Juliana Arciniegas is a former negotiator of climate and environmental treaties from Colombia. She currently leads the Nature agenda at the Latin American Think-Tank Transforma.

With Brazil – a global leader in addressing hunger and home to the largest share of the Amazon rainforest – hosting COP30, hopes have been running high that food system transformation will finally be central to the UN climate negotiations. 

Held in the city of Belém, gateway to the Amazon, the summit places the climate-nature nexus in the spotlight, as leaders make decisions that will shape the future of the rainforest and communities they are guests of.

Yet food systems, the biggest driver of deforestation and responsible for around one-third of global emissions, have once again been sidelined. Despite being highly vulnerable to climate change, they also hold immense potential for keeping climate change in check. Overlooking them is not just a missed opportunity for Brazil to reinforce its leadership, it risks undermining critical initiatives like forest protection. 

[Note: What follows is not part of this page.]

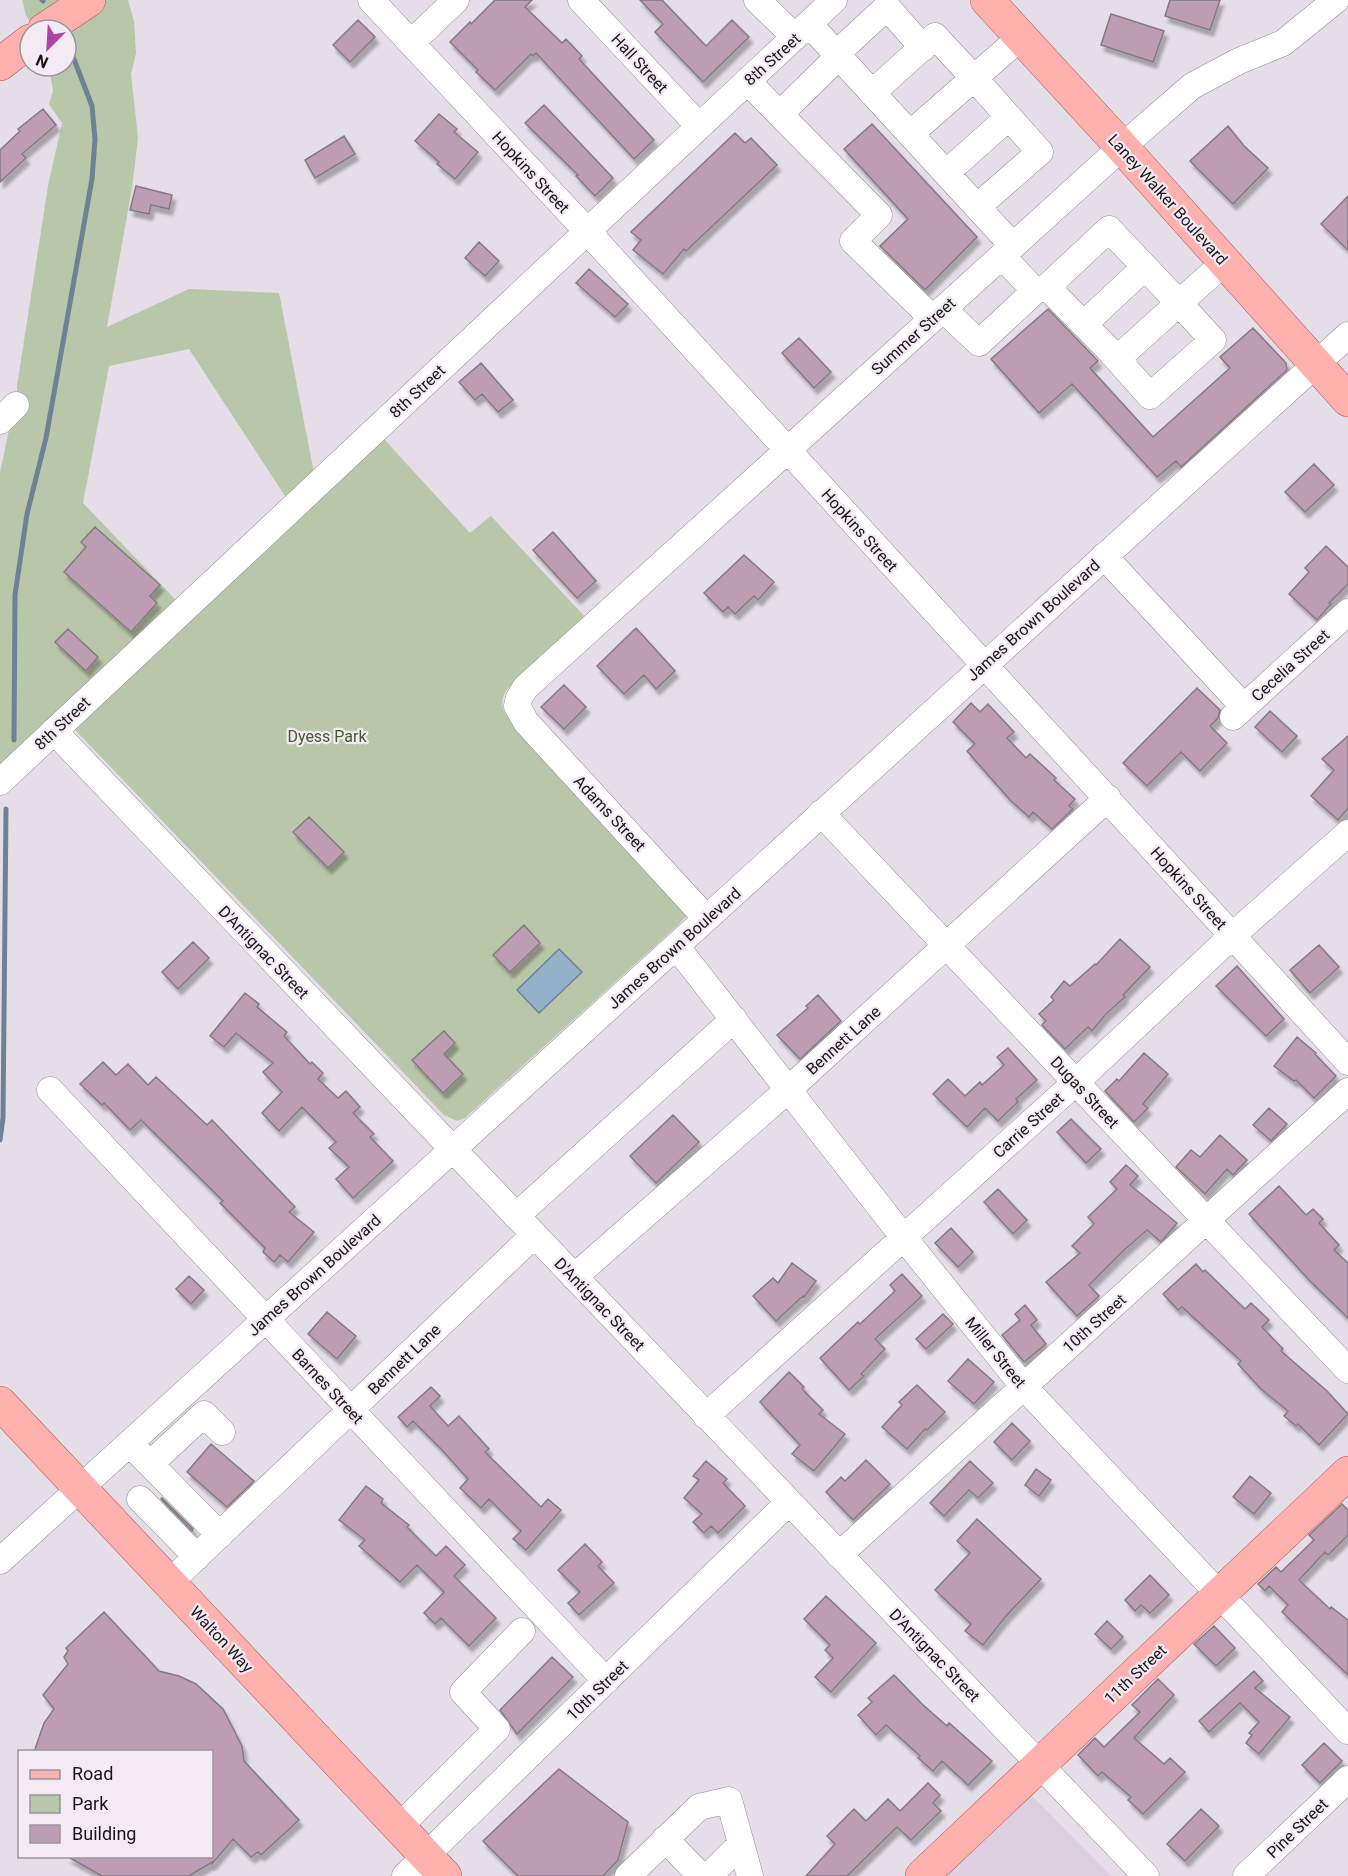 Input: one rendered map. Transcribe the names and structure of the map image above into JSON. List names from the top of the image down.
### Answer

Why, then, has one of the most powerful climate solutions been left off the agenda for COP30, recently set out by president-designate André Aranha Corrêa do Lago?

Broken food system

Worldwide, countries are facing the consequences of a broken food system which is fuelling the climate crisis threatening food production. Our current system feeds the profits of food giants while leaving family farmers struggling, consumers facing rising food costs and governments having to answer to it. This will continue unabated under business as usual. 

The Intergovernmental Panel on Climate Change is unambiguous. Its Sixth Assessment Report stated that climate change has already reduced food security, and will increasingly put pressure on food production and access, especially in vulnerable regions.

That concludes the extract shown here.